▸ **Data supplied**
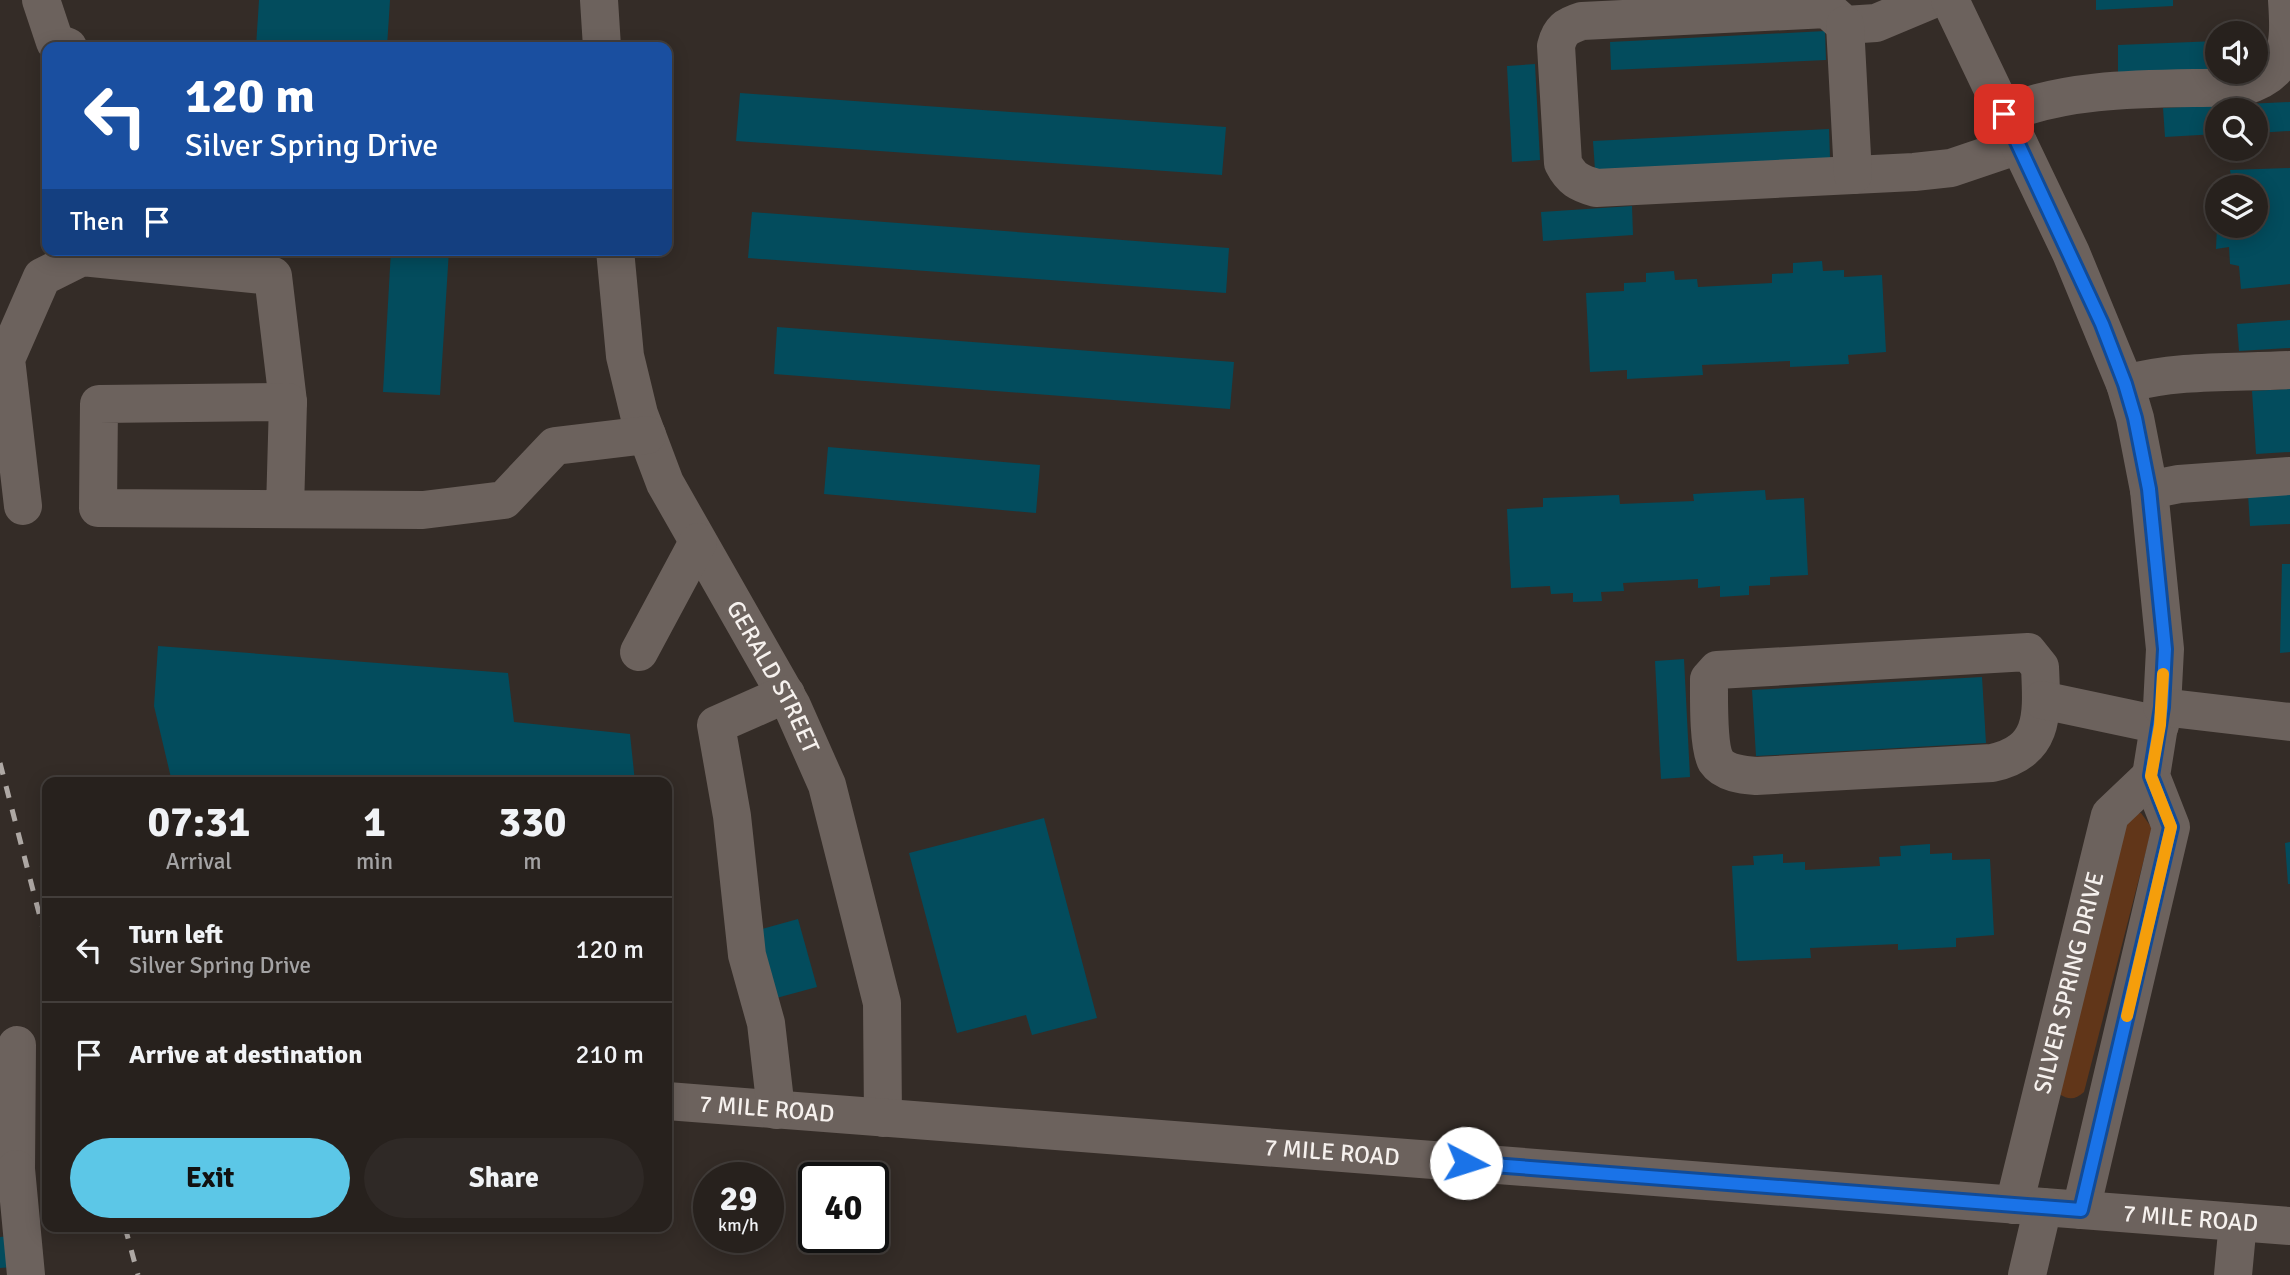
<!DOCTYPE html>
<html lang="en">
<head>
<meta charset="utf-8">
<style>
  :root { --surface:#27211d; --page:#2f2926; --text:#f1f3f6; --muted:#a4a3a4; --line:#433e3b; --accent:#5cc7e7 }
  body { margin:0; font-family:Signika,sans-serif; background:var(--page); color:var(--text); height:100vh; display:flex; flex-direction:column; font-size:26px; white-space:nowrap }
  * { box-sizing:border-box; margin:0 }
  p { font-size:23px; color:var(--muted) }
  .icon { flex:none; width:38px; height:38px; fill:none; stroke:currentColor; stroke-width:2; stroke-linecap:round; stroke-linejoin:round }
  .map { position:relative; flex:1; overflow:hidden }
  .drawer { position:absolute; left:42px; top:777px; width:630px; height:455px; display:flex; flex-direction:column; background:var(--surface); border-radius:14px; box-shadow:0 4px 18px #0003,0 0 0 2px var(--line) }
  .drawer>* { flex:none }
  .hud { position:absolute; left:42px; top:42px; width:630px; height:214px; border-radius:14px; box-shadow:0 4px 18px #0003,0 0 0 2px var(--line); background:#1a4fa0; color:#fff; overflow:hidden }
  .buttons { position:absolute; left:2205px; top:21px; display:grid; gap:14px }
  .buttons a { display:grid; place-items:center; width:63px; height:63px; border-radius:50%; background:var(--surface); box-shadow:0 4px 18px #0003,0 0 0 2px var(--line); font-size:35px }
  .speed { position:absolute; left:693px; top:1162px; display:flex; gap:14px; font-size:35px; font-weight:700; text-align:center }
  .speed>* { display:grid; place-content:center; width:91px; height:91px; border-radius:50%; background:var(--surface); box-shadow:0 4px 18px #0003,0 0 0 2px var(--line); line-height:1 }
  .speed small { font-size:18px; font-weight:400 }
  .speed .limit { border:4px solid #111; border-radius:10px; background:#fff; color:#111 }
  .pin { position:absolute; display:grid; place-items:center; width:60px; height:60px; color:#fff; margin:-30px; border-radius:14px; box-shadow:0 4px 10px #0006 }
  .me { position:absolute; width:77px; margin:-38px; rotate:95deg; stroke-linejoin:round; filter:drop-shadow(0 0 5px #0008) }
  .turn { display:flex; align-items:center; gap:24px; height:147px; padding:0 28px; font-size:32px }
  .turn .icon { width:91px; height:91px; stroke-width:2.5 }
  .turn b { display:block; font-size:49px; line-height:60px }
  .then { display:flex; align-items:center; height:66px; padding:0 28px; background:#0003; gap:14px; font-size:26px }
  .eta { display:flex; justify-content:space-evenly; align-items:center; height:119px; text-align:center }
  .eta b { font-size:42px; font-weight:700; line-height:49px }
  .primary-button { display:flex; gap:14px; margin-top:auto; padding:14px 28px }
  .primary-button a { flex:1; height:80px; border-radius:42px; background:var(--accent); color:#111; font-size:28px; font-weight:700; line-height:80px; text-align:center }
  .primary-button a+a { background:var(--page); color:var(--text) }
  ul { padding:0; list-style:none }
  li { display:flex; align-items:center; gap:21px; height:105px; padding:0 28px; border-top:2px solid var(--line) }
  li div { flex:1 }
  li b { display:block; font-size:26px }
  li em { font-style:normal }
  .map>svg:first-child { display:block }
  .green { fill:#613619 }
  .building { fill:#034c5d }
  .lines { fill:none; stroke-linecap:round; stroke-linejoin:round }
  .minor { stroke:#6c625d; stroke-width:38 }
  .rail { stroke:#aea8a4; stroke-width:5; stroke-dasharray:12 12; stroke-linecap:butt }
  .route-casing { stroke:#114b97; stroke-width:18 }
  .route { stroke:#1a73e8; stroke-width:12 }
  .slow { stroke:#f59e0b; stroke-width:12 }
  .labels { text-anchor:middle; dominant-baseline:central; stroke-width:6; stroke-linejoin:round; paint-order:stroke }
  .street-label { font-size:24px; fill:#f6f1ee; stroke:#342c27 }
</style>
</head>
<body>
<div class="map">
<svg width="2290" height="1275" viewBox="0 0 2290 1275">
  <rect width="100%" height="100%" fill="#342c27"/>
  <!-- green -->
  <path class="green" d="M2141,813L2152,828L2084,1092C2075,1100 2069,1100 2059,1094L2124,821L2131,814Z"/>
  <!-- building -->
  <g class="building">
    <path d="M259,0H390L387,47H256Z"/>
    <path d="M2096,0H2173V6L2096,10Z"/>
    <path d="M1825,31L1826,60L1611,70L1610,42Z"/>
    <path d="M2217,41V70L2118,73V45Z"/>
    <path d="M1535,64L1540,160L1512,162L1507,66Z"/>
    <path d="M740,93L1226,127L1222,175L736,141Z"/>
    <path d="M2290,102V131L2256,133V110H2217V134L2165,137L2163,108Z"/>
    <path d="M1829,129L1830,158L1595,170L1593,141Z"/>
    <path d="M2290,168V284L2241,289L2239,266L2230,264L2229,247L2216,249L2217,226H2256V187H2233L2230,170Z"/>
    <path d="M1632,206L1633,235L1543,241L1541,212Z"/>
    <path d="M752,212L1229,248L1226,293L748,258Z"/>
    <path d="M391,250H449L440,395L383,392Z"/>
    <path d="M1822,261L1823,271L1844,270V277L1882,275L1886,352L1848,355L1849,364L1790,367V361L1702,365L1703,375L1627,379V370L1590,372L1586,293L1624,291V283L1646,282V273L1674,271L1675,280L1697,279L1698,287L1772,283V274L1793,273V263Z"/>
    <path d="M2290,320V348L2239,351L2237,324Z"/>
    <path d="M777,327L1234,362L1230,409L774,374Z"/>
    <path d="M2290,389V452L2256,454L2252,391Z"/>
    <path d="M828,447L1040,465L1036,513L824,494Z"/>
    <path d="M1765,490L1766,500L1804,498L1808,575L1770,577V585L1749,586V595L1720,597V586L1698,588V579L1623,583L1624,591L1601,592L1602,601L1573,602V593L1551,594L1550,586L1511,588L1507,509L1543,507V498L1619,495L1620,504L1694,501L1693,494Z"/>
    <path d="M2290,493V524L2250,526L2248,494Z"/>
    <path d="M2282,564H2290V652L2280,653Z"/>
    <path d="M158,646L508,673L514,722L630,734L635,782H172L154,706Z"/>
    <path d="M1684,659L1690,777L1661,779L1655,661Z"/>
    <path d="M1982,677L1986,743L1756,756L1752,690Z"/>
    <path d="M1044,818L1097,1018L1032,1035L1026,1015L957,1033L909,853Z"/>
    <path d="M2290,842V884H2288L2285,843Z"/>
    <path d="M1930,844V854L1952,853V860L1990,859L1994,935L1956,938V947L1898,950V944L1810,948L1811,958L1737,961L1732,866L1754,865L1753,856L1783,854V863L1805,862V870L1880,866L1879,857L1901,856L1900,846Z"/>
    <path d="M798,919L817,987L769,1000L751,932Z"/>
    <path d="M11,1236L13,1267L0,1268V1237Z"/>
  </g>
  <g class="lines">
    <!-- minor -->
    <g class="minor">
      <path d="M41,0L55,42L68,47"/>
      <path d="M599,0L602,47"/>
      <path d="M1931,0L1876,23L1845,25L1827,9L1582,21C1566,26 1560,30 1556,46L1563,163C1571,179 1579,183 1596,188L1914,172L1951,168L2019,145"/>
      <path d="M1950,0L2071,253L2125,384L2135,418L2149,490L2165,649L2162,707L2151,776L2171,827L2081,1210"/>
      <path d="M1845,25L1853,175"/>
      <path d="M2004,114C2078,84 2163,90 2242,87C2290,73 2290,45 2287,0"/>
      <path id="s1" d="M615,250L625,356L639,414L665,483L792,706L827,785L882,1003L883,1118"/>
      <path d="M2125,384C2179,369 2235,373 2290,370"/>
      <path d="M2149,490L2179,484L2290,476"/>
      <path d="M23,506L6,359L42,277L82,257L273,276L288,402"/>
      <path d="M285,509L288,402L99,404L98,508L423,510L504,500L555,446L647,435"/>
      <path d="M639,652L698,542"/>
      <path d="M2028,652L2040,667C2042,714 2046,751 1992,763L1756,776C1743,775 1724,773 1716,761C1708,747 1709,697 1709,679L1717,670Z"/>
      <path d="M2042,700L2160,725"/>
      <path d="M2162,707L2290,722"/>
      <path id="s2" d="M667,1101L2290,1226"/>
      <path d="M776,1110L766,1023L747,955L732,816L716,725L786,694"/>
      <path d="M0,1168L16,1169L17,1045"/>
      <path d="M16,1169L26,1275"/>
      <path id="s3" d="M2014,1205L2110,815L2151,776"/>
      <path d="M2027,1275L2043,1207"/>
      <path d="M2233,1275L2238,1222"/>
    </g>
    <!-- rail -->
    <g class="rail">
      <path d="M0,763L47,944"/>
      <path d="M125,1227L138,1275"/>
    </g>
  </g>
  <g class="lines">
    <!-- route casing -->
    <g class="route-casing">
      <path id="route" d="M1466,1163L2081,1210L2171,827L2151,776L2162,707L2165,649L2149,489L2135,418L2125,384L2102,324L2004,114"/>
    </g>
    <!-- route -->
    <use href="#route" class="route"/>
    <!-- slow -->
    <path class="slow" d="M2127,1016L2171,827L2151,776L2160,725L2163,674"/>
  </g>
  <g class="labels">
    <!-- street labels -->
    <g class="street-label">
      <text stroke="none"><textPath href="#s1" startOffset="462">GERALD STREET</textPath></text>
      <text stroke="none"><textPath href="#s3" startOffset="229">SILVER SPRING DRIVE</textPath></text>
      <text stroke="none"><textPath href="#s2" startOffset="100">7 MILE ROAD</textPath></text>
      <text stroke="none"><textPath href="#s2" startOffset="667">7 MILE ROAD</textPath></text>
      <text stroke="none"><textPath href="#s2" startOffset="1528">7 MILE ROAD</textPath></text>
    </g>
  </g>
</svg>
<div class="buttons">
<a><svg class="icon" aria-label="sound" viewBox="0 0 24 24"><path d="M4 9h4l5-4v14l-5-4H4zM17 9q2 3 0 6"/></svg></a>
<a><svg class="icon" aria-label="search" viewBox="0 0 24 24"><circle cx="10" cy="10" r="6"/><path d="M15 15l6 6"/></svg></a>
<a><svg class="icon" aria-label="layers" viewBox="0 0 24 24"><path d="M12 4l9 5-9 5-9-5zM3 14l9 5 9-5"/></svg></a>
</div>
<div class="speed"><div>29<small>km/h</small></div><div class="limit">40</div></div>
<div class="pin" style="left:2004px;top:114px;background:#d93025"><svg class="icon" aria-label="arrive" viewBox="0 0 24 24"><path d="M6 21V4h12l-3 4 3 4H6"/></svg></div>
<svg class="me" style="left:1466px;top:1163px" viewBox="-20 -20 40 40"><circle r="19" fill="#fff"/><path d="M0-13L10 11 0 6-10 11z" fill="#1a73e8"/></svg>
<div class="hud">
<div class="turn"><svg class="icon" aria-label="left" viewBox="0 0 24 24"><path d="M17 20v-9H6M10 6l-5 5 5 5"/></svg><div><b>120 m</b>Silver Spring Drive</div></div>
<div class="then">Then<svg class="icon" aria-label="arrive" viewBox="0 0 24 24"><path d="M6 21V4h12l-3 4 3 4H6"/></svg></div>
</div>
<section class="drawer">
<div class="eta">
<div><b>07:31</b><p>Arrival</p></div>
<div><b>1</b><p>min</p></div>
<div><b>330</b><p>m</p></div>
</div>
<ul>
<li><svg class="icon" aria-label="left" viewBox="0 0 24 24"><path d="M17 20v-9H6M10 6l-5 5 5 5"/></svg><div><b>Turn left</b><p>Silver Spring Drive</p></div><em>120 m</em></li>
<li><svg class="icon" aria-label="arrive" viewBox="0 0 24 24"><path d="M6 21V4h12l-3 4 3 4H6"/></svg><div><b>Arrive at destination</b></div><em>210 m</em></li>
</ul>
<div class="primary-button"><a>Exit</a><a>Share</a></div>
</section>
</div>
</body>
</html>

▸ **Assigned task**
Lines that contain the string "place" should be copied from the material above.

▸ **Task solution**
  .buttons a { display:grid; place-items:center; width:63px; height:63px; border-radius:50%; background:var(--surface); box-shadow:0 4px 18px #0003,0 0 0 2px var(--line); font-size:35px }
  .speed>* { display:grid; place-content:center; width:91px; height:91px; border-radius:50%; background:var(--surface); box-shadow:0 4px 18px #0003,0 0 0 2px var(--line); line-height:1 }
  .pin { position:absolute; display:grid; place-items:center; width:60px; height:60px; color:#fff; margin:-30px; border-radius:14px; box-shadow:0 4px 10px #0006 }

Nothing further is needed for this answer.